I thought I might put in my 2 cents, I grow and will continue to grow with CFLs because I have them and can't afford to spend any money on my room. Even though I grow very good bud with CFLs if I had the money and a little more room I would switch to HPS for bloom, but for now I'll just stick with what I got and stay high just the same!!:farm: :joint4:


----------



## slowmo77

thats what everyone should do.. work with what they can afford and share what they learn. if you ever get bored look in the photo section for some of my cfl buds.. i had one as long as my arm from elbow to figure tips and almost as big around..


----------



## The Hemp Goddess

Boy, I sure miss those 150W vapor tights.  It was hard to pass up that $20 price tag for a 150W HPS.


----------



## bi0phreak420

YOU WANT FACTS.......the facts are that weed is exactly what we call it a weed it will grow without hps and cfls and nutes and all the other dumb **** that we do to it................


----------



## bi0phreak420

nova564t said:
			
		

> I thought I might put in my 2 cents, I grow and will continue to grow with CFLs because I have them and can't afford to spend any money on my room. Even though I grow very good bud with CFLs if I had the money and a little more room I would switch to HPS for bloom, but for now I'll just stick with what I got and stay high just the same!!:farm: :joint4:



Well put nova.....thats my man right there...lol


----------



## slowmo77

bi0phreak420 said:
			
		

> YOU WANT FACTS.......the facts are that weed is exactly what we call it a weed it will grow without hps and cfls and nutes and all the other dumb **** that we do to it................


 
man your ignorance really shows now!! take a some of your WEED seeds and put them in a pot. sit it in the corner with just light coming thru the window to survive on.. run it till harvest and tell me it will produce something worth smoking without all the dumb **** we do. start a journal so we can all follow along with your great idea..


----------



## slowmo77

by the way you still didn't answer my questions there smarty britches


----------



## Roddy

Where's the popcorn emoticon?  

You keep saying the light diminishes after 9"....doesn't that count for the CFL's too? So, after your plant reaches 8" the bottom is now lacking light?


----------



## bi0phreak420

slowmo77 said:
			
		

> i assume that all caps means your gettin an attitude so i'll respond accordingly.
> 
> At what point did this become all about you and what your using.
> As i recall Dr. Autoflower started this thread. I don't see anyone arguing with you by name. I was simply stating my experiance with Cfl's and Hps lights. if you'll pull your head out of your arse and read what i wrote you'll see that.
> 
> you'll never hear (read) me saying that you can't or shouldn't use cfl's or any low budget growing supplies for that matter. when i started i used a hand held floro shop light over a tote full of MG moisture control soil and added lights when i had the money and the need and made it work.
> 
> how much cash did you drop on that big cfl? how many lumens is it? how many watts? how close can you get your hand before it gets hot?
> i run dual 150w HPS vapor tights now. im sure some members are still here that bought the same lights..
> heres the run down on them.
> 150 watts, 15,900 lumens each. you can get within an 2 inches of the glass before it gets hot and i payed around 20$ each for them. can you beat the price? the lumens? the cost? the heat? thats what i thought!!!!

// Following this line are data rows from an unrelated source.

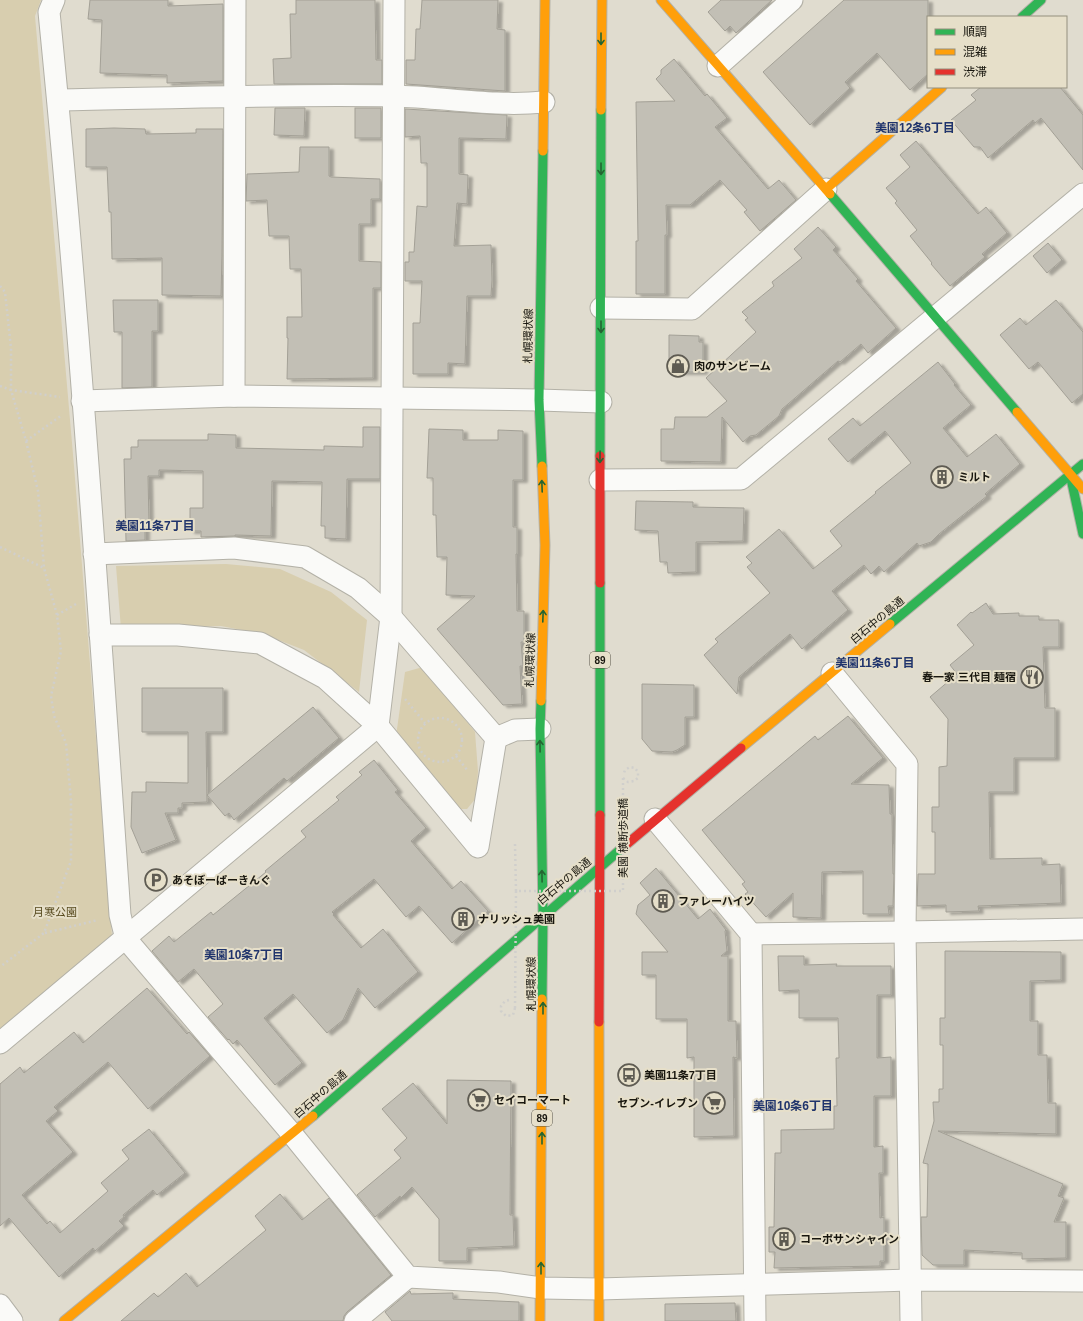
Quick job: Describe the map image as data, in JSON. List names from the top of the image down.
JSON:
{
  "streets": {
    "main road": ["札幌環状線", "白石中の島通", "89"],
    "path": ["美園 横断歩道橋"]
  },
  "crossings": [
    ["札幌環状線", "白石中の島通"],
    ["白石中の島通", "89"]
  ],
  "districts": [
    "美園12条6丁目",
    "美園11条7丁目",
    "美園11条6丁目",
    "美園10条7丁目",
    "美園10条6丁目"
  ],
  "parks": ["月寒公園"],
  "places": {
    "shop": ["肉のサンビーム"],
    "building": [
      "ミルト",
      "ファレーハイツ",
      "ナリッシュ美園",
      "コーポサンシャイン"
    ],
    "restaurant": ["春一家 三代目 麺宿"],
    "parking": ["あそぼーぱーきんぐ"],
    "bus stop": ["美園11条7丁目"],
    "supermarket": ["セイコーマート", "セブン-イレブン"]
  },
  "legend": ["順調", "混雑", "渋滞"]
}
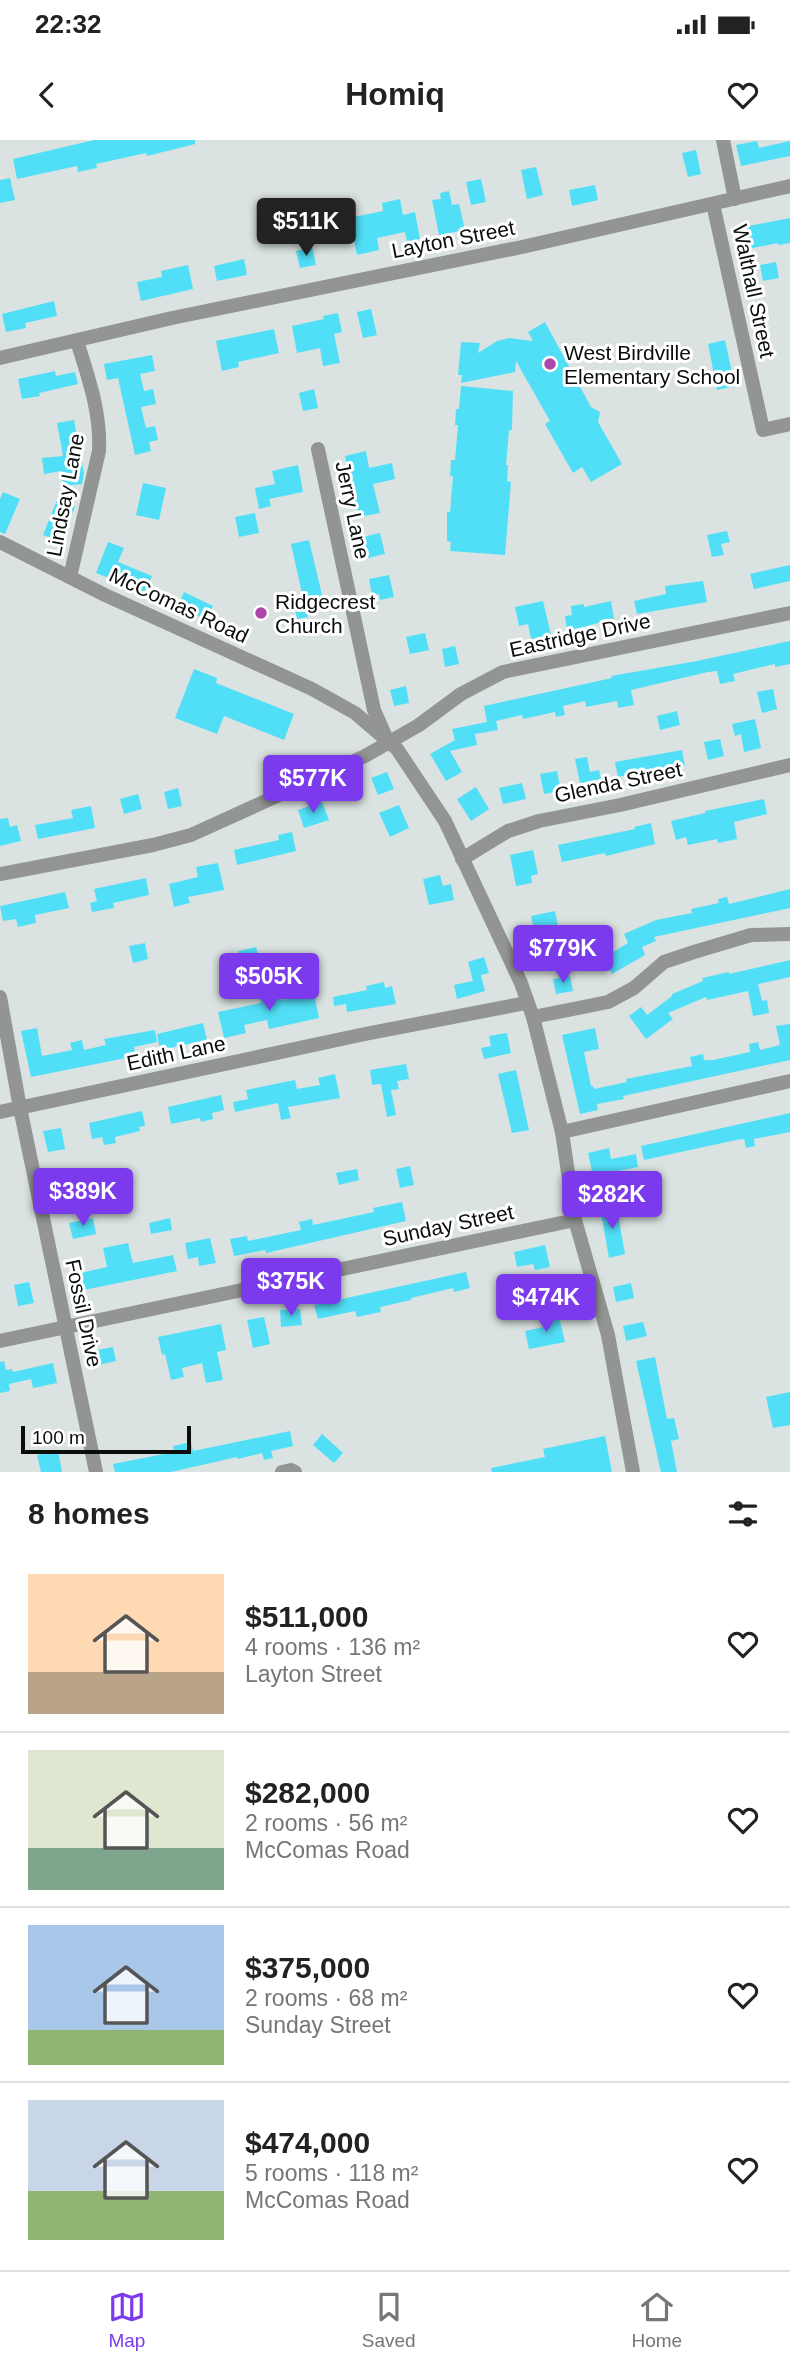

I paid 20 bucks for that bulb its 125 watts and it puts out 10,500 lumens...LOL


----------



## bi0phreak420

Oh Yeah Slowmo I Keep My Bulb About 2 Inches From The Tops Of My Plants...lol


----------



## slowmo77

so same heat, less light same price you do math


----------



## StoneyBud

I really don't think that the Doc meant to start an argument over CFLs or other types of lights being "better" for growing, but to help him decide what was most appropriate for him in his specific conditions and affordability.

I use my dual 125 Flo over my host plants in dirt for the sole purpose of growing clones and trying to keep the growth rate *down* so I can reduce the amount of trimming I do between taking clone cuts. It may not be the most effective way to do it, but it's the way I like to do it.

Perhaps the Doc is looking for a way that *he* will be most satisfied, but where it may not be the absolute best way of being done.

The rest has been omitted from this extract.